Would you work out how many of the lines below hold "strokeStyle" and reply with nothing but the number?

(Collected data entries)
+--

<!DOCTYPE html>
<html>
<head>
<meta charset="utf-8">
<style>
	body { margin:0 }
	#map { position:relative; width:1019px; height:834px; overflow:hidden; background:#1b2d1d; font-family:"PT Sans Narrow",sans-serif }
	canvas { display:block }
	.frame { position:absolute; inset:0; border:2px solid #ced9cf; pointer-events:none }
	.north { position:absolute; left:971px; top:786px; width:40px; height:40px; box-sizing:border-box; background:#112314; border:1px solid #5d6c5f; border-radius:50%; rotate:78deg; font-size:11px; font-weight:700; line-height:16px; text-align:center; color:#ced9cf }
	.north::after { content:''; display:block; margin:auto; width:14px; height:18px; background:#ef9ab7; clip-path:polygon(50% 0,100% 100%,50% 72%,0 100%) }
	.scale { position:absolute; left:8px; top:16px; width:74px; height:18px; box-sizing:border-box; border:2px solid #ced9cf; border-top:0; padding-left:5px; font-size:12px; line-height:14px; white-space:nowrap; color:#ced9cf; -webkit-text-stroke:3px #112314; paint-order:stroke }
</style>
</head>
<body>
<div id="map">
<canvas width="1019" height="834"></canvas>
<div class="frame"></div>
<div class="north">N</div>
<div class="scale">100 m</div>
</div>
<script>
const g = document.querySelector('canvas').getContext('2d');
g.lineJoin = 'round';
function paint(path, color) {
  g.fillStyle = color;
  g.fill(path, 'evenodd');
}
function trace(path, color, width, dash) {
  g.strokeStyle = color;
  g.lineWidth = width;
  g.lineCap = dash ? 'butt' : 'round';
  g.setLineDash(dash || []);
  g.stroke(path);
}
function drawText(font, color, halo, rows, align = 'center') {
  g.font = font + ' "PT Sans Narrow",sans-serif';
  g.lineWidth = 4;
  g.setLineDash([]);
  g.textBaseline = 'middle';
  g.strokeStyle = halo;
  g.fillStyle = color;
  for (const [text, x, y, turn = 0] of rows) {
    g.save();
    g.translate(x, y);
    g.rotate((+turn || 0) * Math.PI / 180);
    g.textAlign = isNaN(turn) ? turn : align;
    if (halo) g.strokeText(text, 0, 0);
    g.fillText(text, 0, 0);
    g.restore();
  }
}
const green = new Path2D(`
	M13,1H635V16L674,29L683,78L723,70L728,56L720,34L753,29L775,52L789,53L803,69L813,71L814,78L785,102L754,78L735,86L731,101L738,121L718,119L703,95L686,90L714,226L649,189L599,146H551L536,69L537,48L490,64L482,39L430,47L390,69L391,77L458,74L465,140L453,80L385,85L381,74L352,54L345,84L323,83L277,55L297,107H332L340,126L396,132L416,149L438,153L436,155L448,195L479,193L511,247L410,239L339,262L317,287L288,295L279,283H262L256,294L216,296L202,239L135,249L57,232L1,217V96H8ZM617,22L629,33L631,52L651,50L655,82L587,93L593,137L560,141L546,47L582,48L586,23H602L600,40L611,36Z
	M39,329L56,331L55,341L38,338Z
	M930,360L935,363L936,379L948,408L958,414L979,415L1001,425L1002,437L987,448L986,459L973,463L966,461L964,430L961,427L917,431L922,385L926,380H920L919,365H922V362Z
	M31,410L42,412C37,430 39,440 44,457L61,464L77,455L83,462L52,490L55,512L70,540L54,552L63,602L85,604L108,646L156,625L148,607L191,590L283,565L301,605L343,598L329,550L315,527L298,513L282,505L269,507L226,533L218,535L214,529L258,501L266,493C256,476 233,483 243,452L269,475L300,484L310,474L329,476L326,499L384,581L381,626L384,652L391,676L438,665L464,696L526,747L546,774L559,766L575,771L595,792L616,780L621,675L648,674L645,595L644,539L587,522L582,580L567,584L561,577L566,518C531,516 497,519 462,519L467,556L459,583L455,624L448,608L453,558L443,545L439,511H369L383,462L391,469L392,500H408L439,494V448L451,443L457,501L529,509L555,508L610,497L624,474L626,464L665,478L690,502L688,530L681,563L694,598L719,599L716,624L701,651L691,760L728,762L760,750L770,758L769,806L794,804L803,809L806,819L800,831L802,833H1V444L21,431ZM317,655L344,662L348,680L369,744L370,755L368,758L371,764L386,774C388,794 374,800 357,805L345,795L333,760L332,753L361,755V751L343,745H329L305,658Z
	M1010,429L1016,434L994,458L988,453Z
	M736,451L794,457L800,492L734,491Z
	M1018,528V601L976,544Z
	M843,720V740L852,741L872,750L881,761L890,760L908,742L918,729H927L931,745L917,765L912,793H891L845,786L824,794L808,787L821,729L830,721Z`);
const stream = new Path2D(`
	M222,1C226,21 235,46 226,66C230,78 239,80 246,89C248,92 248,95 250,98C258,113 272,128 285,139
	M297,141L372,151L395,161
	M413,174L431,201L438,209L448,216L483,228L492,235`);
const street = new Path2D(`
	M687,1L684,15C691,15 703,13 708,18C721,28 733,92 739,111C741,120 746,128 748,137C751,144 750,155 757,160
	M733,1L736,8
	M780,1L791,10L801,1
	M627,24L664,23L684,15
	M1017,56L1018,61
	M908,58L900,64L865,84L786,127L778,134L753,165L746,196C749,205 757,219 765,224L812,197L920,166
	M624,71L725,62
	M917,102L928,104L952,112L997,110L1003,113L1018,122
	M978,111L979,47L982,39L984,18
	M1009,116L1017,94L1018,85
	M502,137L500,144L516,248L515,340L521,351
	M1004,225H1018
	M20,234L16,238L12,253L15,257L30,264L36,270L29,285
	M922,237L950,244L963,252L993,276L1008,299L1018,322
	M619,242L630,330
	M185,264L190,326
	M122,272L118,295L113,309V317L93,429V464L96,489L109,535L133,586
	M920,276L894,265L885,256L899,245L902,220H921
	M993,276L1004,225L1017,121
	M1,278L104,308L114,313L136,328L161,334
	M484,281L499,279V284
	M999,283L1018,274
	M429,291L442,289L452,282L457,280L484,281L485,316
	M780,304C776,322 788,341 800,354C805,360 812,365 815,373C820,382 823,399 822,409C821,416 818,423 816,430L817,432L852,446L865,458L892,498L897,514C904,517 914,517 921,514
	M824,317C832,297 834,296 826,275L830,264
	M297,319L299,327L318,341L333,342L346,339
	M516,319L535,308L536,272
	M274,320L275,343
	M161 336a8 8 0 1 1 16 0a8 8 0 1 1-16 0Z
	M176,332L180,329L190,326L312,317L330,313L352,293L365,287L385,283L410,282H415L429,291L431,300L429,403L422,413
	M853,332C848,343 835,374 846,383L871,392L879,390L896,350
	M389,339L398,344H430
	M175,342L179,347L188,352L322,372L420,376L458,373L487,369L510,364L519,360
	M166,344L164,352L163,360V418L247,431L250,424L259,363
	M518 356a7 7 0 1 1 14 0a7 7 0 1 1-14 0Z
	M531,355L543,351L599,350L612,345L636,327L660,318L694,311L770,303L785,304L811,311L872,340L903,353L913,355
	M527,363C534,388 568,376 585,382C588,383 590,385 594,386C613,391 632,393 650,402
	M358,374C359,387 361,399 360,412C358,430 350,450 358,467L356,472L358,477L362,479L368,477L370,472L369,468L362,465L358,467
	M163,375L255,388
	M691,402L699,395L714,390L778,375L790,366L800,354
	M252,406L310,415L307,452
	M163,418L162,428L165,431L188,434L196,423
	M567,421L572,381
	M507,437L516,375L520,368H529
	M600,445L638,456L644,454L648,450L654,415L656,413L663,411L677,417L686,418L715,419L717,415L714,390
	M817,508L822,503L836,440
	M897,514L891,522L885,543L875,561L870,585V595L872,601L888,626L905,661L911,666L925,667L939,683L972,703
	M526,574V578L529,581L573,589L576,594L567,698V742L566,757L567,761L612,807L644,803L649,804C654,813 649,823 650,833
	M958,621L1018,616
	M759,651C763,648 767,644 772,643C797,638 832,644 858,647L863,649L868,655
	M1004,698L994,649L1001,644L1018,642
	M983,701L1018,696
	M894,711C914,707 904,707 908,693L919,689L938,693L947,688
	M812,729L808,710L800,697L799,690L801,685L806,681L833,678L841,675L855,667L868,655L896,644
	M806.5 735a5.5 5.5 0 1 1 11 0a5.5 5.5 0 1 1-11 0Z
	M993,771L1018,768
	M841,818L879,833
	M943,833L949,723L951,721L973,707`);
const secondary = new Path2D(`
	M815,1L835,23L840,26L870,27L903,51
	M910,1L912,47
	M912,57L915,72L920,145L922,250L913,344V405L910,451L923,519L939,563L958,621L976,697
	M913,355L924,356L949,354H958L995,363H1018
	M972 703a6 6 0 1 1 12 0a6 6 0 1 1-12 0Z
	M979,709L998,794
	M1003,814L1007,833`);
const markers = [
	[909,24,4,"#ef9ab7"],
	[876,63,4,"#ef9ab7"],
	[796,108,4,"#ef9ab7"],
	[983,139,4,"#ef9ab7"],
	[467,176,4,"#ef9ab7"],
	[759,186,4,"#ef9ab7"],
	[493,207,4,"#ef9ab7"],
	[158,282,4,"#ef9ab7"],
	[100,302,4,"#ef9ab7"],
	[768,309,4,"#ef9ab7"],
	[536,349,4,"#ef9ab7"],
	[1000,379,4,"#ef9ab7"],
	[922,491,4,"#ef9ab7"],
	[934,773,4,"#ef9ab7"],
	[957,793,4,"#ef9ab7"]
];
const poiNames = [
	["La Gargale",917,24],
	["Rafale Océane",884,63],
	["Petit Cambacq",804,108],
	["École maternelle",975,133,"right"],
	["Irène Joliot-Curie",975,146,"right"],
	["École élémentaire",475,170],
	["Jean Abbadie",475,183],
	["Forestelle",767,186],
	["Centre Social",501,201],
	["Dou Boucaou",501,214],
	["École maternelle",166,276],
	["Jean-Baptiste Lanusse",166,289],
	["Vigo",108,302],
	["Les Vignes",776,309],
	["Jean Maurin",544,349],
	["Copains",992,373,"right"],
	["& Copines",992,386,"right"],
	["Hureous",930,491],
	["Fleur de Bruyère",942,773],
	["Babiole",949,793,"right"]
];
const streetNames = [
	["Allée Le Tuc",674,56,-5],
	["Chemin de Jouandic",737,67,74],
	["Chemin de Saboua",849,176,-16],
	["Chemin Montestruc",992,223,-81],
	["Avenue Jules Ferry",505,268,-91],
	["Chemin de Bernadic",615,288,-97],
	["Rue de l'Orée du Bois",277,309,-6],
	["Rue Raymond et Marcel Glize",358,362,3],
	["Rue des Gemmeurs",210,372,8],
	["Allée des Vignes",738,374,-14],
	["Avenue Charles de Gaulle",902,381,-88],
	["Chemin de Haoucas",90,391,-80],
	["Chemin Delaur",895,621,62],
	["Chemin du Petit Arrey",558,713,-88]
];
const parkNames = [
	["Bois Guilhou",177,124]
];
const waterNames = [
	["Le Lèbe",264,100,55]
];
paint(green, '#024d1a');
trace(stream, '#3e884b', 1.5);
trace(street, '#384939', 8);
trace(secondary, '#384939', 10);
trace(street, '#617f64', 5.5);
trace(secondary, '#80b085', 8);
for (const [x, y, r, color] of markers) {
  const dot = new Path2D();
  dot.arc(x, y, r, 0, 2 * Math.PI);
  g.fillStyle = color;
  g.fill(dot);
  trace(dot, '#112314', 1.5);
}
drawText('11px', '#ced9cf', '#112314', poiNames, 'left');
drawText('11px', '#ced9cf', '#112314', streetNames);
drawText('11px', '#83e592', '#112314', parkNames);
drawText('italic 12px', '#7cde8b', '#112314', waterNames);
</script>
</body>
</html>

+--

**WRITTEN REPLY:** 2